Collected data
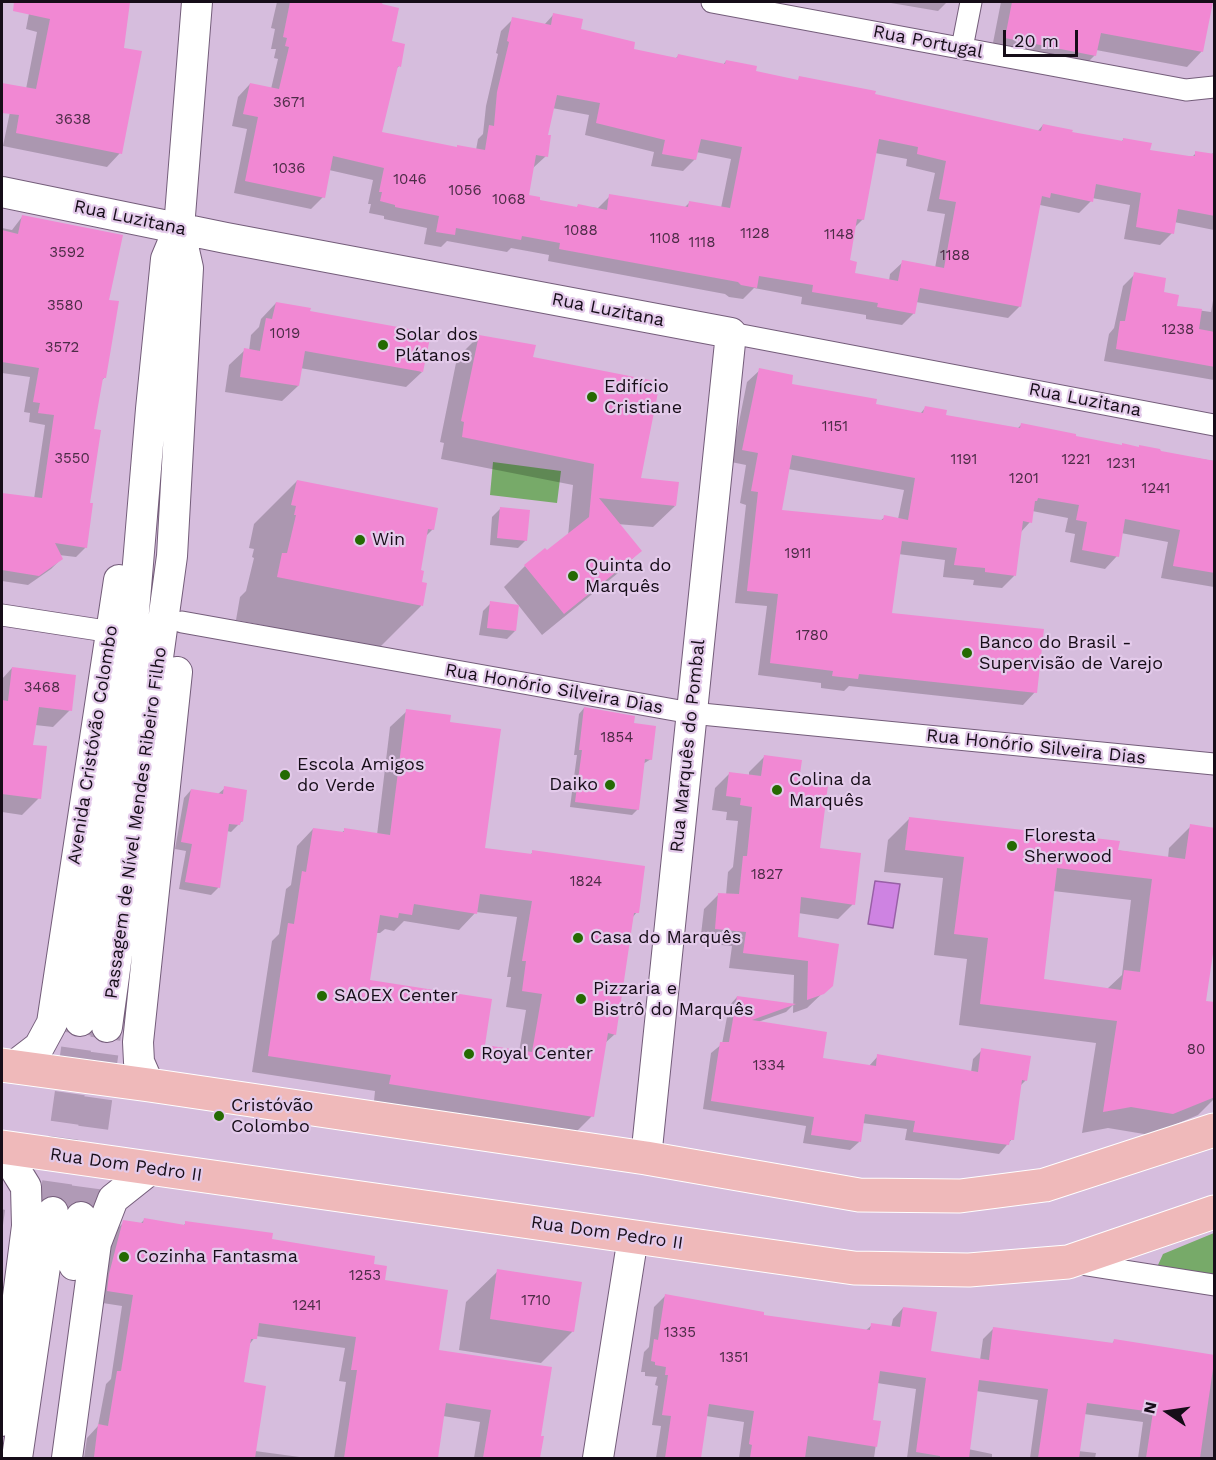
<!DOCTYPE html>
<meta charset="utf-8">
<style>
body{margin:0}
#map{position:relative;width:1216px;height:1460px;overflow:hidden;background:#d6bddd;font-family:"Work Sans",sans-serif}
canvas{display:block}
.frame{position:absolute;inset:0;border:3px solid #160d18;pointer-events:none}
.north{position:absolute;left:1138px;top:1382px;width:60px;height:60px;-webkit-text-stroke:4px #e3caea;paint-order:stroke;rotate:283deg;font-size:16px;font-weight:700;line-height:24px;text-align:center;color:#160d18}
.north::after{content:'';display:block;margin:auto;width:21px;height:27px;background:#160d18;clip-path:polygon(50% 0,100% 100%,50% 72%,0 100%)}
.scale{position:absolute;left:1003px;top:30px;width:75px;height:27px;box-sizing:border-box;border:3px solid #160d18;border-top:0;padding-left:8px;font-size:18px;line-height:21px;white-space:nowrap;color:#160d18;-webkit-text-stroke:4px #e3caea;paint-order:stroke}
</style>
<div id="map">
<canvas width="1216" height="1460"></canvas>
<div class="frame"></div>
<div class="north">N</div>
<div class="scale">20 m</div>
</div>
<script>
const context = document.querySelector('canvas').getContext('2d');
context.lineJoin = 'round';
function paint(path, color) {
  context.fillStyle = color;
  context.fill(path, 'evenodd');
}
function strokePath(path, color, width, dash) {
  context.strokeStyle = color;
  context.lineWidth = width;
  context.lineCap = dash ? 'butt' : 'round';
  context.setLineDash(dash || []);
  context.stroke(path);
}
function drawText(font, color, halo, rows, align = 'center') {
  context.font = font + ' "Work Sans",sans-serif';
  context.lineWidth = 4.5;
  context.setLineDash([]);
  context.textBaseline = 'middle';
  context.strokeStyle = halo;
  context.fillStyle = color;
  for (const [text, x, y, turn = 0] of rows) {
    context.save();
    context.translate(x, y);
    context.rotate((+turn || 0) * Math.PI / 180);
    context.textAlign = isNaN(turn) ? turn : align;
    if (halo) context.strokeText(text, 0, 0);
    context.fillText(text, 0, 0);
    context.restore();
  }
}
const green = new Path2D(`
 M493 462 561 471 557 503 490 495Z
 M1214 1233V1279L1165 1274 1158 1265 1163 1254Z`);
const water = new Path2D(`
 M875 881 900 884 893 928 868 924Z`);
const shadow = new Path2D(`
 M22 2H128L122 49 120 153 107 167 3 146 12 102 26 89 37 32 26 29 31 3Z
 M277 2H367L397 9 390 42 399 66 395 70 381 133 456 149 476 150 478 139 483 134 486 106 498 54 496 53 501 31 513 19 544 25 554 14 579 30 632 51 675 59 678 56 723 65 726 61 755 72 797 81 800 78 1037 132 1043 125 1071 133 1121 142 1124 139 1148 152 1191 158 1196 153 1211 155 1214 152V230L1174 222 1172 233 1160 245 1124 239 1130 205 1092 198 1091 201 1079 213 1040 205 1038 208 1020 306 1008 318 916 302 914 313 902 325 866 319V315L801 304 802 297 754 288 743 299 729 297 725 294 548 261 549 255 511 248 507 252 447 241 441 247 424 244 427 228 384 219V216L369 213 371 204H368L373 180 329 170 323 197 311 209 234 193 247 129 232 126 238 97 250 84 271 89 278 59 274 58 276 49H271L275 29 271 28ZM552 108 589 115 585 135 654 152 651 166 683 171 695 159 696 152 731 159 721 208 689 203 684 208 610 196 598 208 578 206 576 208 539 201 527 197 533 168 546 156 547 136ZM875 153 907 159 906 166 935 173 927 211 945 214 935 268 903 262 890 274 889 281 853 274 848 261 854 228 863 219Z
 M885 2H947L938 11Z
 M1001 2H1211L1202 51 1187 67 1096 50 1095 55 1080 70 991 53Z
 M22 217 108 301 105 377 100 382 93 430 86 547 76 557 59 555 61 559 51 569 28 585 2 581V495L34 499 45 425 29 422 30 413 24 412 30 377 2 373V228L12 230Z
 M1135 274 1162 294 1175 307 1211 312 1214 295V380L1104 361 1109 334 1114 328 1123 286Z
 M276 303 422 372 406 387 300 368 298 386 282 401 225 392 229 365 245 350 249 351 251 335 259 327 261 319Z
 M479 336 531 359 639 480 675 506 653 527 617 524 640 551 618 573 542 635 504 587 525 566 547 553 568 536 573 485 441 459 444 443 440 442 457 358Z
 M760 370 790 385 874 405 920 414 925 408 944 417 1017 429 1021 425 1074 438 1214 461V587L1161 578 1168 542 1121 533 1117 556 1105 569 1070 562 1075 534 1065 532 1068 518 1032 511 1030 522 1020 533 1014 576 1002 588 973 585 974 580 943 577 945 560 898 554 890 614 1035 692 1023 705 849 686 844 691 821 688V683L758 675 767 606 735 603 746 505 740 503 746 465 731 462 747 382ZM788 469 904 490 898 519 885 517 880 521 780 511Z
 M297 481 433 529 425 537 419 571 421 606 379 648 236 620 240 597 246 591 254 558 252 557 254 549 249 548 254 524Z
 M500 509 526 540 518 548 490 545 492 517Z
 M491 603 515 631 507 639 479 635 483 611Z
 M12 668 70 710 53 727 35 725 32 746 39 798 22 815 2 812V679Z
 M584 708 632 724 651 759 643 764 638 809 632 815 570 807 577 755H574L579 714Z
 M407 711 448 724 483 849 530 855 533 852 637 912 632 918 615 1034 604 1044 592 1116 576 1132 374 1101 375 1091 252 1072 272 941 279 934 286 889 291 885 297 846 313 829 341 833 345 830 377 835 390 727ZM476 912 517 917 507 977H511L506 1007 526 1010 519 1052 483 1046 369 981 376 933H380L385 929 394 931 404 921 459 930Z
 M764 757 798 782 818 849 853 904 838 919 798 913 796 939 831 985 807 1008 793 1013 794 975 729 968 732 946 700 943 704 909 719 894 726 895 728 872 733 867 738 821 726 820 727 812 712 810 715 788 730 773 749 776V772Z
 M225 788 242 821 231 832 227 831 218 888 211 895 179 889 186 851 175 849 184 798 191 790 218 794Z
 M910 818 1168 858 1169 848 1191 826 1214 829V952L1211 956 1205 1002 1214 1004V1099L1198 1115 1150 1135 1108 1128 1082 1133 1096 1043 959 1025 967 959 934 955 943 878 884 872 888 840ZM1053 891 1131 900 1122 975 1107 989 1042 981Z
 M737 997 793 1005 786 1012 758 1022 822 1059 869 1066 878 1056 971 1072 973 1059 982 1050 1026 1080 1020 1086 1012 1139 999 1154 905 1140 907 1129 862 1123 859 1142 850 1150 803 1143 806 1126 703 1109 711 1053 722 1044 729 1006Z
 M2 1209 5 1210 2 1233Z
 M145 1219 183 1226 186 1223 270 1241 372 1266 437 1351 540 1437 539 1457 542 1458H474L480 1422 443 1416 436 1458H334L346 1382 339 1381 345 1348 256 1336 248 1346 242 1384 255 1451 307 1458H84L87 1438 98 1426 106 1384 111 1379 122 1306 96 1302 112 1234 124 1222 140 1224Z
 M498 1271 573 1331 541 1363 459 1350 466 1302Z
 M665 1296 762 1316 865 1331 872 1325 891 1328 893 1319 903 1308 930 1352 980 1360 983 1339 994 1328 1111 1345 1114 1341 1214 1356V1458H1138L1143 1422 1084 1414 1078 1451 1096 1453 1095 1458H1030L1038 1400 976 1391 968 1449 992 1454V1458H907L916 1389 877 1383 871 1421 879 1422 874 1458H739L744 1422 706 1416 699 1458H656L661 1426 652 1425 658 1386 655 1385 657 1377 645 1376V1372H641L644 1352 649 1347 654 1307Z`);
const building = new Path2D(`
 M14 2H130L124 48 142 51 122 154 16 133 19 115 2 113V83L36 89 50 19 13 11Z
 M290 2H383L382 4 399 8 392 41 405 44 401 67 398 66 382 132 457 147V145L485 150 489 125 494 126 497 92 509 42 507 41 512 17 551 25 553 13 583 19 581 29 635 42 634 49 677 58 678 54 725 64 726 60 757 66 756 71 798 80 799 76 876 91 875 94 1041 131 1043 124 1073 130 1072 132 1123 141V138L1152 143 1150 150 1189 156H1195V151L1215 154V216L1178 209 1174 234 1136 227 1141 193 1096 184 1093 202 1051 193 1050 198 1042 196 1021 307 920 288 915 314 877 307 878 303 812 292 813 285 759 276 757 288 741 285 738 282 559 249 560 243 522 236 521 240 456 228 455 235 436 232 439 216 395 207V205L380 201 382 192H379L384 168 333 156 325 198 245 181 258 117 243 114 250 83 279 89 289 47 285 46 287 38 283 37ZM557 95 600 103 596 123 665 140 662 154 696 160 701 139 742 147 730 208 689 201 688 207 609 194 607 210 578 204 577 207 540 200V197L529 195 536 155 548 157 551 135H548ZM879 139 918 147 917 154 946 161 939 199 956 202 944 268 902 260 898 281 855 273 857 262 850 260 857 219 864 220Z
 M1012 2H1213L1203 52 1101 33 1096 56 1005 38Z
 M22 215 123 235 109 300 119 301 106 378H103L94 429 101 430 90 503H93L87 548 55 543 63 559 39 576 2 570V493L42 498 54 415 38 413 40 403 33 402 39 368 2 362V230L18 234Z
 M1134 272 1166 278 1164 292 1179 295 1177 306 1202 309 1199 329 1215 332V367L1116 349 1120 321H1125Z
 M276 302 311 308 310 311 431 333 423 372 305 351 299 386 240 377 244 348 260 351 266 318 272 319Z
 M479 335 536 345 533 357 660 382 641 478 679 482 676 506 599 498 642 551 564 614 524 565 545 548 547 550 589 517 594 464 462 437 464 422 461 421Z
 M759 368 793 375 792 384 877 399 876 404 923 413 925 406 947 410 946 415 1020 428 1021 423 1076 434V436L1122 445V443L1139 447V445L1160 449 1161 451 1215 461V573L1173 566 1180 530 1125 519 1119 557 1082 550 1087 522 1076 520 1079 505 1038 498 1037 501H1035L1032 523 1023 521 1016 576 985 572V568L954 565 957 548 902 541 892 613 1044 629 1037 693 859 674 858 679 832 676 833 671 770 663 778 594 747 591 758 492 751 491 758 453 742 450ZM792 455 915 478 908 520 884 515 883 520 782 510Z
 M297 480 438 508 434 530 428 529 421 570 424 571 422 582 427 583 423 606 277 577 282 553H287L296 515H294L296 506 291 505Z
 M500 507 530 510 527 541 497 538Z
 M490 601 519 605 516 631 487 628Z
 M12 667 76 675 72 711 39 707 33 745 47 746 41 799 2 794V700L8 701Z
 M584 707 635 716 634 723 656 726 652 760 645 759 639 810 575 802 582 750H579Z
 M406 709 451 715 450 722 501 729 485 848 532 854V850L645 866 639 913H634L616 1035 608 1033 594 1117 389 1084 391 1075 268 1056 288 923 294 924 302 871 306 872 313 828 344 832V828L390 835ZM480 894 532 901 522 961H526L522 991 542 994 532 1052 485 1045 492 999 370 980 380 915 398 918 399 913 412 915 414 904 477 914Z
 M764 755 802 760 799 781 828 785 820 848 861 853 855 905 801 897 798 937 839 944 833 986 824 994 807 1000 808 961 743 953 746 932 715 929 718 893 739 894 743 856H747L752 807 740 805 741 798 726 796 729 772 761 776Z
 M224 786 247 790 243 822 241 821 240 825 229 824 220 888 185 882 192 844 181 842 191 789 223 794Z
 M909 817 1120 841 1118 850 1185 859 1190 824 1215 828V940L1206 1001 1215 1002V1097L1173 1114 1131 1107 1103 1112 1117 1021 980 1004 988 938 954 934 964 857 905 850ZM1057 868 1152 879 1140 972 1124 970 1121 990 1044 979Z
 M737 996 796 1004 752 1020 827 1032 823 1058 876 1066 877 1054 978 1072 981 1048 1031 1056 1027 1081 1022 1080 1014 1140H1010L1009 1145 913 1132 915 1121 865 1114 861 1142 811 1135 814 1117 711 1101 720 1042H729Z
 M144 1218 185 1225V1221L273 1233 272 1239 375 1256 374 1264 387 1266 385 1280 448 1290 439 1350 552 1367 541 1436H544L540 1458H483L491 1410 446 1403 438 1458H344L357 1370H351L356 1337 259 1323 257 1339H251L244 1382 266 1386 255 1458 94 1457 98 1424 108 1426 117 1371H121L133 1295 107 1291 109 1274 123 1220 143 1223Z
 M497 1269 582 1282 574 1332 490 1319Z
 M665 1294 764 1312V1315L870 1330 871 1323 900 1327 903 1307 937 1312 931 1351 989 1360 993 1327 1113 1343 1114 1339 1215 1355 1200 1458H1146L1153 1412 1087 1403 1079 1458H1038L1048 1389 979 1380 969 1458H940V1456L916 1452 926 1378 880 1371 873 1420 881 1421 877 1447 808 1436 805 1458H750L752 1445 749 1444 754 1411 709 1404 701 1458H665L671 1416 662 1415 668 1375H665L666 1367 655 1365V1362L651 1361 654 1339 658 1340Z`);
const secondaryTunnel = new Path2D(`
 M53 1212 80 1021
 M81 1217 107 1027`);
const street = new Path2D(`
 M712 2 1186 90 1214 87
 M962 48 971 2
 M731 333 1214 425
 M2 615 125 634
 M182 622 691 713 1214 764
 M1074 1263 1214 1285`);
const secondary = new Path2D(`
 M2 192 226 238 731 333 646 1158
 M80 1021 132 635 151 409 166 259 179 228
 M107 1027 172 556 188 268 179 228 197 2
 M13 1067 39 1047 52 1023 119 580
 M149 1085 139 1062 138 1042 177 672
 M2 1148 26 1187 27 1226 2 1421
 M74 1265 81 1217
 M17 1458 53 1212
 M67 1458 96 1243 113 1199 152 1168
 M598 1458 633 1237`);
const primary = new Path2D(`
 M2 1065 149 1085 646 1158 859 1195 960 1196 1045 1185 1214 1130
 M2 1147 854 1268 969 1270 1068 1262 1214 1212`);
const markers = [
 [383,345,6,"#246a02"],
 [592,397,6,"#246a02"],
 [360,540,6,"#246a02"],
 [573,576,6,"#246a02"],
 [967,653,6,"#246a02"],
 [285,775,6,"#246a02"],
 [610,785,6,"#246a02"],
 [777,790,6,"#246a02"],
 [1012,846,6,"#246a02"],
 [578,938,6,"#246a02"],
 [322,996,6,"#246a02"],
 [581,999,6,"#246a02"],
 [469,1054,6,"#246a02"],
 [219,1116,6,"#246a02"],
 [124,1257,6,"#246a02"]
];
const numberNames = [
 ["3671",289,103],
 ["3638",73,120],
 ["1036",289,169],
 ["1046",410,180],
 ["1056",465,191],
 ["1068",509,200],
 ["1088",581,231],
 ["1128",755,234],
 ["1148",839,235],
 ["1108",665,239],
 ["1118",702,243],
 ["3592",67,253],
 ["1188",955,256],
 ["3580",65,306],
 ["1238",1178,330],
 ["1019",285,334],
 ["3572",62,348],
 ["1151",835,427],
 ["3550",72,459],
 ["1191",964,460],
 ["1221",1076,460],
 ["1231",1121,464],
 ["1201",1024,479],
 ["1241",1156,489],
 ["1911",798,554],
 ["1780",812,636],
 ["3468",42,688],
 ["1854",617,738],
 ["1827",767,875],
 ["1824",586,882],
 ["80",1196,1050],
 ["1334",769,1066],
 ["1253",365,1276],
 ["1710",536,1301],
 ["1241",307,1306],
 ["1335",680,1333],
 ["1351",734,1358]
];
const streetNames = [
 ["Rua Portugal",928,42,11],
 ["Rua Luzitana",130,218,12],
 ["Rua Luzitana",608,310,11],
 ["Rua Luzitana",1085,400,11],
 ["Rua Honório Silveira Dias",554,689,10],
 ["Avenida Cristóvão Colombo",93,745,-81],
 ["Rua Marquês do Pombal",688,746,-84],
 ["Rua Honório Silveira Dias",1036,747,6],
 ["Passagem de Nível Mendes Ribeiro Filho",136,823,-82],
 ["Rua Dom Pedro II",126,1165,8],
 ["Rua Dom Pedro II",607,1233,8]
];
const poiNames = [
 ["Solar dos",395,335],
 ["Plátanos",395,356],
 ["Edifício",604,387],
 ["Cristiane",604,408],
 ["Win",372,540],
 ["Quinta do",585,566],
 ["Marquês",585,587],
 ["Banco do Brasil -",979,643],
 ["Supervisão de Varejo",979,664],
 ["Escola Amigos",297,765],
 ["do Verde",297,786],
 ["Colina da",789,780],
 ["Marquês",789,801],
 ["Daiko",598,785,"right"],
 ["Floresta",1024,836],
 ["Sherwood",1024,857],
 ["Casa do Marquês",590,938],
 ["Pizzaria e",593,989],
 ["Bistrô do Marquês",593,1010],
 ["SAOEX Center",334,996],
 ["Royal Center",481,1054],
 ["Cristóvão",231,1106],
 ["Colombo",231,1127],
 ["Cozinha Fantasma",136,1257]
];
paint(green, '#77aa69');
paint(water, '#ce83e2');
strokePath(water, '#9760a5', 1.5);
paint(shadow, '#0003');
paint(building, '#f188d3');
strokePath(secondaryTunnel, '#b09ab6', 30, [30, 15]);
strokePath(street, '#745d7a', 23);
strokePath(secondary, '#745d7a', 32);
strokePath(primary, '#fff', 35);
strokePath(street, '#fff', 21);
strokePath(secondary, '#fff', 30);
strokePath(primary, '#efb9ba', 33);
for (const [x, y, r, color] of markers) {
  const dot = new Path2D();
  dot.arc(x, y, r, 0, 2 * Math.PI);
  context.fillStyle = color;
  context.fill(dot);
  strokePath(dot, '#e3caea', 2);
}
drawText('15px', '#4d2c47', null, numberNames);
drawText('18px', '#160d18', '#e3caea', streetNames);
drawText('18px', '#160d18', '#e3caea', poiNames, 'left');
</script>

- **ACTIVITY**: Lines from the entries that contain the string "setLineDash" must be found and copied.

- **ANSWER TO THIS TASK**:
  context.setLineDash(dash || []);
  context.setLineDash([]);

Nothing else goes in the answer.